| WORK INSTRUCTIONS |
"turn" is the word to look for; copy each line of the listing where it occurs.

| THE DATA |
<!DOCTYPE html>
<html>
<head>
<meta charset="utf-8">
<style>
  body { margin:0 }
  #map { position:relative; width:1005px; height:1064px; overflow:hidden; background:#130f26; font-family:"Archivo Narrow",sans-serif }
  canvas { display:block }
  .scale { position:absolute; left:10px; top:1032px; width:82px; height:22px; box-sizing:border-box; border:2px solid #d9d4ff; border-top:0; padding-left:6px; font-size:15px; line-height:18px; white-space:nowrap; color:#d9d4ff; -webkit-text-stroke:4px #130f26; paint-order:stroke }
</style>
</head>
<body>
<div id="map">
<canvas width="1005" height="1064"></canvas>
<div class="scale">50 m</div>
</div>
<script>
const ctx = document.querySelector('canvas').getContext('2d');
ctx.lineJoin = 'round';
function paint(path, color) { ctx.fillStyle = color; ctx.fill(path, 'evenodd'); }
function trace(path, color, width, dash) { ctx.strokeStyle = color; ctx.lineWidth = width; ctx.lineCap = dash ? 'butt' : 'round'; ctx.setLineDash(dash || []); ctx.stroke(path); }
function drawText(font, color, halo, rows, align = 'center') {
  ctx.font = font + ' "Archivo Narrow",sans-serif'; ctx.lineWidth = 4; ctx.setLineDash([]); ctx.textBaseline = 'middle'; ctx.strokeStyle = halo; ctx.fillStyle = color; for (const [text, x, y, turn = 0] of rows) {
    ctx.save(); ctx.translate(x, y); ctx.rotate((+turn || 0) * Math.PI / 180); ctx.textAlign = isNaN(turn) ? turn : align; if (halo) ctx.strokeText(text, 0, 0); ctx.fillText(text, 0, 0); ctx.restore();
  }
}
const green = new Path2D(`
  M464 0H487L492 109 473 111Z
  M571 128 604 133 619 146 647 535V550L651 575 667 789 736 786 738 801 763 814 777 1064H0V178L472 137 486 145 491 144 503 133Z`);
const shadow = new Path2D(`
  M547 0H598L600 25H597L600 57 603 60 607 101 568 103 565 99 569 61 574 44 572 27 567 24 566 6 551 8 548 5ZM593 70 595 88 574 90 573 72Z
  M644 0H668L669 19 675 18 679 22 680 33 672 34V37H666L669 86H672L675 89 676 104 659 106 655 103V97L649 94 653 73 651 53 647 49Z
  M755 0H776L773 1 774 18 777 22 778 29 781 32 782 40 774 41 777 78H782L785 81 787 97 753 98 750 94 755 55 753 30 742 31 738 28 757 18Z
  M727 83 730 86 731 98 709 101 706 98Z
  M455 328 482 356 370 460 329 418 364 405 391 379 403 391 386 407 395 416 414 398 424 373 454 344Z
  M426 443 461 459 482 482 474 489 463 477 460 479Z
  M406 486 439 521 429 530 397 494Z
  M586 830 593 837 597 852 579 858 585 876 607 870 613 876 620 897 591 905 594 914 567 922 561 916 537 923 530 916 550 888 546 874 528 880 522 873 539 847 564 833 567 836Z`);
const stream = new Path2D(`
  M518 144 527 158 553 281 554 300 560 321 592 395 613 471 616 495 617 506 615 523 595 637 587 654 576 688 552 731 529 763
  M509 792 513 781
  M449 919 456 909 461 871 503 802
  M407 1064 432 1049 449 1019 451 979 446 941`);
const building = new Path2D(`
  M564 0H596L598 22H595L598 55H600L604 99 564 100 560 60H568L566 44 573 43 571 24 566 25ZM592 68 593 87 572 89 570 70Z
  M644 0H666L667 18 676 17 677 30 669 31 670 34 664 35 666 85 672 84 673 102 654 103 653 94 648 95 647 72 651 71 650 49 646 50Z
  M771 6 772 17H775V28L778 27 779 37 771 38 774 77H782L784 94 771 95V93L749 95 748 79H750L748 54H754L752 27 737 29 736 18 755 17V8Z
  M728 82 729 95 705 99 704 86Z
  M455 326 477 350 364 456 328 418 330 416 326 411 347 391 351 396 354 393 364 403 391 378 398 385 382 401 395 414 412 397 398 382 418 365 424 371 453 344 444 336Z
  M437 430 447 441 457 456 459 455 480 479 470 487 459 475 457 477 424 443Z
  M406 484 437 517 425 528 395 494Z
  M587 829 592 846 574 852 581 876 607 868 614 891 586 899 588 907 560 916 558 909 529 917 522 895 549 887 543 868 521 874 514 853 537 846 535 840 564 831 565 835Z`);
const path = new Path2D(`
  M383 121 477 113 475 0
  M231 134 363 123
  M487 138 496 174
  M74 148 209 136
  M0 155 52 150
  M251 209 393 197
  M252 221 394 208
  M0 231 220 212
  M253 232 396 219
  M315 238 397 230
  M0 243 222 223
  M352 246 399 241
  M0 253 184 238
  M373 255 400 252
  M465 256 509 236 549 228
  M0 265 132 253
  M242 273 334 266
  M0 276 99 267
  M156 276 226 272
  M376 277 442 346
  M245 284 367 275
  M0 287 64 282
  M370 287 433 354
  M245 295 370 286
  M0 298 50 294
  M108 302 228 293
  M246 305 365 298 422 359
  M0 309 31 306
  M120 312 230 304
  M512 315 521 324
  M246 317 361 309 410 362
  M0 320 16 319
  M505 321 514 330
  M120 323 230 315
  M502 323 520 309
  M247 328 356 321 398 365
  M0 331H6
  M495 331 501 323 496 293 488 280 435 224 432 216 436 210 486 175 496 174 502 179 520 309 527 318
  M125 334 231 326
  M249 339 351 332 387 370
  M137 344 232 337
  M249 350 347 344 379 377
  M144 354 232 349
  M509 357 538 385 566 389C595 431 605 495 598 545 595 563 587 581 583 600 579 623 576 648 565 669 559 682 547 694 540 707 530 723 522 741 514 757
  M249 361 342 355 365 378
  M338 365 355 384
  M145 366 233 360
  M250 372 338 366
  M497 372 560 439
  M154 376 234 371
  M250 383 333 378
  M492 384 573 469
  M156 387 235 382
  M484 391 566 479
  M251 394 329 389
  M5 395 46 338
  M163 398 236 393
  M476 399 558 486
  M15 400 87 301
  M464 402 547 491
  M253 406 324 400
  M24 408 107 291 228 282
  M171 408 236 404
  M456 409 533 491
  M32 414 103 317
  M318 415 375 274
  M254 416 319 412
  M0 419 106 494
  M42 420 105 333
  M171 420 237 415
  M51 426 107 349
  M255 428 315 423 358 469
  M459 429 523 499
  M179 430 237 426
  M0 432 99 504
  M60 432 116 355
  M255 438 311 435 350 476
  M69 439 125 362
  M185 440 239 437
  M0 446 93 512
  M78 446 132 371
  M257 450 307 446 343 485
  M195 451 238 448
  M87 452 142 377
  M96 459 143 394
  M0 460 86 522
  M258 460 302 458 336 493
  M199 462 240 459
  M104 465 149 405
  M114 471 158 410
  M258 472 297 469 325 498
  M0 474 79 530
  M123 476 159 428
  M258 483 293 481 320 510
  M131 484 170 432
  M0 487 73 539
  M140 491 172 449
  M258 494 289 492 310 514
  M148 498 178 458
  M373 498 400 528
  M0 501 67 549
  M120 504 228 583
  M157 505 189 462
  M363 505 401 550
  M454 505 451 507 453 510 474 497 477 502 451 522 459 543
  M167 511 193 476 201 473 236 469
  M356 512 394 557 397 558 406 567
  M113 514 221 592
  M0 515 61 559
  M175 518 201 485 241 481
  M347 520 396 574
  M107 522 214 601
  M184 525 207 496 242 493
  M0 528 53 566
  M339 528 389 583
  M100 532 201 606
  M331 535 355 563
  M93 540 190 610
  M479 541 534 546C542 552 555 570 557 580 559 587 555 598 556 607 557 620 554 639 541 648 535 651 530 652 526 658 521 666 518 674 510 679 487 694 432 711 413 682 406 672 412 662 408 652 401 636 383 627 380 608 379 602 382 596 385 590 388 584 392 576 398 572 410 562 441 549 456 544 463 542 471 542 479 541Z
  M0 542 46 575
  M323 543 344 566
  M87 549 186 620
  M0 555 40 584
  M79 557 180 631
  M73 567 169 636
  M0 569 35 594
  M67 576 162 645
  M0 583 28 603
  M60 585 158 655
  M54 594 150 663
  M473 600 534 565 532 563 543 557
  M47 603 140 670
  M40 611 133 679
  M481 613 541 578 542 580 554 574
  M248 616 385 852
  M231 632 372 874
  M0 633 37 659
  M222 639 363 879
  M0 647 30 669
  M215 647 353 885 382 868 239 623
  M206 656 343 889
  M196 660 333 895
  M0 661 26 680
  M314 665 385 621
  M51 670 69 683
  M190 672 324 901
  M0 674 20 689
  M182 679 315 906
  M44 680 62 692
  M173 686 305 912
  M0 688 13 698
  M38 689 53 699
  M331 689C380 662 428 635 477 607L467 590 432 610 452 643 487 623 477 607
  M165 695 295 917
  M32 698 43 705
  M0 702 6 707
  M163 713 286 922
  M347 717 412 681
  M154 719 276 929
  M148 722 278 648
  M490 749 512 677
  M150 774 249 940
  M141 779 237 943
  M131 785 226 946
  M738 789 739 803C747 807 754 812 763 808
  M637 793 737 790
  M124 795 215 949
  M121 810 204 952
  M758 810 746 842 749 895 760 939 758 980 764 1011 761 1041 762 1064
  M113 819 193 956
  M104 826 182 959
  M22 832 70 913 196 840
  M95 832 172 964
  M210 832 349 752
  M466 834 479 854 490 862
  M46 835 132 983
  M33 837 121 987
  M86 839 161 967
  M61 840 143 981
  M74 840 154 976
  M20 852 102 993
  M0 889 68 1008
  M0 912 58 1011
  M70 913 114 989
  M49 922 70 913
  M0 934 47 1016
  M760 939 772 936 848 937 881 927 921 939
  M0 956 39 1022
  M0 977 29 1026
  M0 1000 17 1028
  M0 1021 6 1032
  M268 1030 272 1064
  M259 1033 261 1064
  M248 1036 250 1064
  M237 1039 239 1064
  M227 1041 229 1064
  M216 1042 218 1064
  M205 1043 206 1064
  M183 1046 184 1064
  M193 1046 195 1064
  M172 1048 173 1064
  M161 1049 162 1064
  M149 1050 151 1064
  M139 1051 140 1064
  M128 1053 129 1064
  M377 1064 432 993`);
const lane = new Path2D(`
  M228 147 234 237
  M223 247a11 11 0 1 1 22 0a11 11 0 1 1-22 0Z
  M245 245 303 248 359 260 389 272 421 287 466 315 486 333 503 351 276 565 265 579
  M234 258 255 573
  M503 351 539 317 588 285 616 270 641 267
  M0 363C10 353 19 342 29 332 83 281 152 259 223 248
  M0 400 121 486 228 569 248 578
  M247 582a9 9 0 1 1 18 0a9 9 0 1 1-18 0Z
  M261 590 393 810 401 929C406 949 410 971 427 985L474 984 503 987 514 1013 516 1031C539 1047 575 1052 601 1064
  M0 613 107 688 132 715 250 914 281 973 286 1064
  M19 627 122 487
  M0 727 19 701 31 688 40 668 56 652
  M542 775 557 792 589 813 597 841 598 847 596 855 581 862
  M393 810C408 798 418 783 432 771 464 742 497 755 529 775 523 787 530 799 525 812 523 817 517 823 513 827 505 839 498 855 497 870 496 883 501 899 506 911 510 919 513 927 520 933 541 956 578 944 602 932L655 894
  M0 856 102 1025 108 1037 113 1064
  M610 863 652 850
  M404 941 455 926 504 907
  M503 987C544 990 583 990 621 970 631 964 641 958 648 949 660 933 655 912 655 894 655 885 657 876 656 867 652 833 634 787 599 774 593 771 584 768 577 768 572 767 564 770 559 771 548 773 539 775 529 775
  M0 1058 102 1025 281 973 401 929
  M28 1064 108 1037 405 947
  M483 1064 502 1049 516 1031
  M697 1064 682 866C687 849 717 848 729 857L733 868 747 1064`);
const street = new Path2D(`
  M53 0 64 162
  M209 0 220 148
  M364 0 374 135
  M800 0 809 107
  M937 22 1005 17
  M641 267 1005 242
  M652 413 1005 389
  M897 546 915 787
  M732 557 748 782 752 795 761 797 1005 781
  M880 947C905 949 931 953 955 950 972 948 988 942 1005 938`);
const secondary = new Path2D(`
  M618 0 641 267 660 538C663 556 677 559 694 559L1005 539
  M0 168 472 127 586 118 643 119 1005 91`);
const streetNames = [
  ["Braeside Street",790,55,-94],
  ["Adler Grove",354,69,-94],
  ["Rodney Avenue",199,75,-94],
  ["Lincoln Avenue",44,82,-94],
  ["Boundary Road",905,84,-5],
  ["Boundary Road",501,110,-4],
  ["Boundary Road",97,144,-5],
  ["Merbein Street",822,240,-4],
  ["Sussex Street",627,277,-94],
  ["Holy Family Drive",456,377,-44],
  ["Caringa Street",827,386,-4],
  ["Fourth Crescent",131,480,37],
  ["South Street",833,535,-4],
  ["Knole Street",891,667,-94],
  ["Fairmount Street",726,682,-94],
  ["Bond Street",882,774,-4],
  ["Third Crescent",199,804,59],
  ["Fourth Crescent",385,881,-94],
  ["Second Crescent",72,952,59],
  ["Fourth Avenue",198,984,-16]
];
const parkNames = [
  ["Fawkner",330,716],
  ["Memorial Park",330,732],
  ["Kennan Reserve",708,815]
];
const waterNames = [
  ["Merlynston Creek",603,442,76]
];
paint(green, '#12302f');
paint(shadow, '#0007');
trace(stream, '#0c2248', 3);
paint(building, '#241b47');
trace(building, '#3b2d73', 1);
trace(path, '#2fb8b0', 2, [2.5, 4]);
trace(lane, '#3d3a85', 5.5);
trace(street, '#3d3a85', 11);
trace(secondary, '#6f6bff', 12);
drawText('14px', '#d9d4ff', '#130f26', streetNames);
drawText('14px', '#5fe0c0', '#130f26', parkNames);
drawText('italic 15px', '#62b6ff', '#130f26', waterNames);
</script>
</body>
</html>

| REPLY TO THE EXERCISE |
  ctx.font = font + ' "Archivo Narrow",sans-serif'; ctx.lineWidth = 4; ctx.setLineDash([]); ctx.textBaseline = 'middle'; ctx.strokeStyle = halo; ctx.fillStyle = color; for (const [text, x, y, turn = 0] of rows) {
    ctx.save(); ctx.translate(x, y); ctx.rotate((+turn || 0) * Math.PI / 180); ctx.textAlign = isNaN(turn) ? turn : align; if (halo) ctx.strokeText(text, 0, 0); ctx.fillText(text, 0, 0); ctx.restore();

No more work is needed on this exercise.